Learning From The Music Industries Failures And Recent Flailings To Stay Alive

I’m guilty.

Being a millennial, I have to accept a sliver of the blame for the continuous downfall of the music industry. However, going into the world of journalism, print media, and digital PR, I hope to apply what I learned from the downfall of the music industry so that other media industries can adapt and overcome.

I am not applying what I have learned to specifically save any piece of a media industry. No. I am aiming to create a new business model for them to adapt and prosper with. I’ve understood a few factors that I think other media industries can learn from the music industry to help them progress through the 21st century.
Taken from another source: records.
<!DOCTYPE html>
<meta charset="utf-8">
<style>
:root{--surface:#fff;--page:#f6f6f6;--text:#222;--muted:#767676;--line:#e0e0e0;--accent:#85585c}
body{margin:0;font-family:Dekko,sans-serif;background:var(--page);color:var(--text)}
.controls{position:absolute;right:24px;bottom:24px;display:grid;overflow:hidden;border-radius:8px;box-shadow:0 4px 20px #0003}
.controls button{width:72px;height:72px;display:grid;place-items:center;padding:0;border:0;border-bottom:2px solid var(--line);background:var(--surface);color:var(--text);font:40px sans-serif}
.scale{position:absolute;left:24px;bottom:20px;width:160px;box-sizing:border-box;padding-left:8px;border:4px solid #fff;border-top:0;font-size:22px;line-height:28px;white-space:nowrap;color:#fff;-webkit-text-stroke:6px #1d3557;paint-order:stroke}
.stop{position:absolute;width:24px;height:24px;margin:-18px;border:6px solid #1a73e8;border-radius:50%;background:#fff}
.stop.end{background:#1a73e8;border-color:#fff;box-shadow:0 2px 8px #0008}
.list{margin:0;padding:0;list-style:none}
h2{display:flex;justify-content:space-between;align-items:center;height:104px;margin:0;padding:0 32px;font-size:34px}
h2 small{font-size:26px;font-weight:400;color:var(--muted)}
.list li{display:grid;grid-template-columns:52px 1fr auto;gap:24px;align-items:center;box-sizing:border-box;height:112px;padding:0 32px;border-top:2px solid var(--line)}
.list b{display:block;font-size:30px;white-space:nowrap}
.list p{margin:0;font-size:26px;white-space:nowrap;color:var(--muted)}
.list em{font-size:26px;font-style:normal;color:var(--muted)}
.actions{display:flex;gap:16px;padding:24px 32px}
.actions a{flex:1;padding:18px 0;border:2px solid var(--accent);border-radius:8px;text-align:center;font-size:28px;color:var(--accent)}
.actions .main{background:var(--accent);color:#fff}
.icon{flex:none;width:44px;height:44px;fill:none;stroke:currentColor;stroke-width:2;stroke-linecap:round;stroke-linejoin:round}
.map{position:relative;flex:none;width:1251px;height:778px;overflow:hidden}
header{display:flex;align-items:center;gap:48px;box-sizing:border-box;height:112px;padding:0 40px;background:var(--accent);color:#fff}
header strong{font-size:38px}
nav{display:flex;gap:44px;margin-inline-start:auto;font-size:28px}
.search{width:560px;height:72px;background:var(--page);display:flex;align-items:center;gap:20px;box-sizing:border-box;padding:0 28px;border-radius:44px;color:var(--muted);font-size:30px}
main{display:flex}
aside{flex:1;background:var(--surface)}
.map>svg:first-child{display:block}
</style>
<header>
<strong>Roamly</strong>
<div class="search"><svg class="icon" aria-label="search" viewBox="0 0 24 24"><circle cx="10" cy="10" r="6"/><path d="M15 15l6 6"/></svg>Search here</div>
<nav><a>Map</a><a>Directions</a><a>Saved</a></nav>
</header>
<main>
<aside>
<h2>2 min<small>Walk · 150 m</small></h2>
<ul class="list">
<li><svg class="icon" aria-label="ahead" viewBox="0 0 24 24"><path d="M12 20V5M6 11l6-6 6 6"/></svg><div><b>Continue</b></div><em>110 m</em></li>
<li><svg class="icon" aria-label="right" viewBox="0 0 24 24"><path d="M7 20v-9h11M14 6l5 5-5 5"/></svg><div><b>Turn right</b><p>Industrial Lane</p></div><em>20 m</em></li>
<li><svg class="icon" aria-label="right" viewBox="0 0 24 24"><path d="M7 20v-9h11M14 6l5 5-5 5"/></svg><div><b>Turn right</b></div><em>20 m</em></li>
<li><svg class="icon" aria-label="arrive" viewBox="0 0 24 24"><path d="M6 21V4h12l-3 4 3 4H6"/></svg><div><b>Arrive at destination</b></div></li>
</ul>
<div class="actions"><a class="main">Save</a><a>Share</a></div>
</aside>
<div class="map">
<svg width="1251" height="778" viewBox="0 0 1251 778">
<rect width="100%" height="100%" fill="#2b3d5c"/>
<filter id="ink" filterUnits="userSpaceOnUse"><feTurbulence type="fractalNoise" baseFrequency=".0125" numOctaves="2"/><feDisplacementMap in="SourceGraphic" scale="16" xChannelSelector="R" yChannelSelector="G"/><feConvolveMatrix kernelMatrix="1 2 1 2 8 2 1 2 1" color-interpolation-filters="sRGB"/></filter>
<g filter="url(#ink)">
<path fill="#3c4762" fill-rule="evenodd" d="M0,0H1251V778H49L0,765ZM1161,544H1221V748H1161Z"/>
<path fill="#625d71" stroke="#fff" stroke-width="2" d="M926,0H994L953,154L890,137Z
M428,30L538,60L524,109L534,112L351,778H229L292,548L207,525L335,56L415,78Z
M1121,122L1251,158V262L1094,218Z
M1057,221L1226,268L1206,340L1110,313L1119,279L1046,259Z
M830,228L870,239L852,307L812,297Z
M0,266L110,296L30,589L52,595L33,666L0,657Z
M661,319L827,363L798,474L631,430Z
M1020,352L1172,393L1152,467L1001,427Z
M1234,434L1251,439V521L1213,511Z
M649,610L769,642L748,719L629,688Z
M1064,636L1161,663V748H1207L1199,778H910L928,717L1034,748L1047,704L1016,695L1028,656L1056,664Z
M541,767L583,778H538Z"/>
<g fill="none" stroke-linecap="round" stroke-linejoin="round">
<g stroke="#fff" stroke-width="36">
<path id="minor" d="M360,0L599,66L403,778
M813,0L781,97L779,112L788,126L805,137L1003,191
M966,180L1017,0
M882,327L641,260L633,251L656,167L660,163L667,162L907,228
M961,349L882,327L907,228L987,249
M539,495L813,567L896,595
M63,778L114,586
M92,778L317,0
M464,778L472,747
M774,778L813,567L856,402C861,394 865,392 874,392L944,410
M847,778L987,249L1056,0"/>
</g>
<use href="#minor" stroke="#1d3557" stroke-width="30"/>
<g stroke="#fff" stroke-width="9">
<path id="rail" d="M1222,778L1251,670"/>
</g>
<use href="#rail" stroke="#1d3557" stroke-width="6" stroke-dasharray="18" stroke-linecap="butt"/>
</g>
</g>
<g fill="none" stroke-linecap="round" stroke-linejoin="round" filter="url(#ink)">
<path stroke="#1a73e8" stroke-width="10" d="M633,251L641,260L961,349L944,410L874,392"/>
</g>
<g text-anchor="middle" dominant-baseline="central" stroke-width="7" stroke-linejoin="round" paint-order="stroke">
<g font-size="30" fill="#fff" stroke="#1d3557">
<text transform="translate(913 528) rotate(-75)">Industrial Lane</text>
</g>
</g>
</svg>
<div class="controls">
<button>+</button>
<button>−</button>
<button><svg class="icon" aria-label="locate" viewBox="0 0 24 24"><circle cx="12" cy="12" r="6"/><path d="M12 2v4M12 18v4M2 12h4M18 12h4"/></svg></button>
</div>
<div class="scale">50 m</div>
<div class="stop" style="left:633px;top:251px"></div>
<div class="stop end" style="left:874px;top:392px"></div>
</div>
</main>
The first is that there is a lack of great music which often gets confused with “commercial.” You can find great music all day every day, there is evidently a surplus. That’s because so many musicians try to be great in the commercial sense. When really, when a musician releases music that is remarkable, worth talking about and passing to a friend, then you have great music. Other media industries need to realize what it is that gets talked about. Is it the products they create for the mass, the commercial, the revenue?  Or is it the products they create for the passionate individual, the human inquirer, and the loud mouth?

A second factor involves looking at how musicians are making their money, not how the music industry is making money. Most musicians make little to nothing from selling CD’s, selling their work on iTunes, or any other form of technological distribution. They make their money from playing at venues, going on tour, collaborating with other musicians to play at a huge festival, and asking for direct donations from fans (most recently utilizing Kickstarter and other crowdfunding sources which I call devotedfanfunding). They don’t sell music anymore, they sell an experience. Once other media industries realize that producing content isn’t what will get them to survive, we may see them pick up and push forward, refusing to meet the same demise of the music industry.

The last variable is built from the previous experience concept. Other media industries must focus either on an individual or small group of like-minded individuals, tribes. You can no longer market to the mass; it’s proven ineffective, especially in the music industry. Think about all the music that is out there, presented to billions of people, yet the music industry is still crumbling. The factions of the music industry that are prospering are those groups which have faithful fans. People come together to connect with other fans, synchronously sing the lyrics, and exchange what next event of the musicians they will be going to. It’s the tribes that are keeping the music industry alive, shifting, and possibly raising it back on its feet.

Other media industries need to realize these paramount shifts, these core variables if they wish to keep their industry going.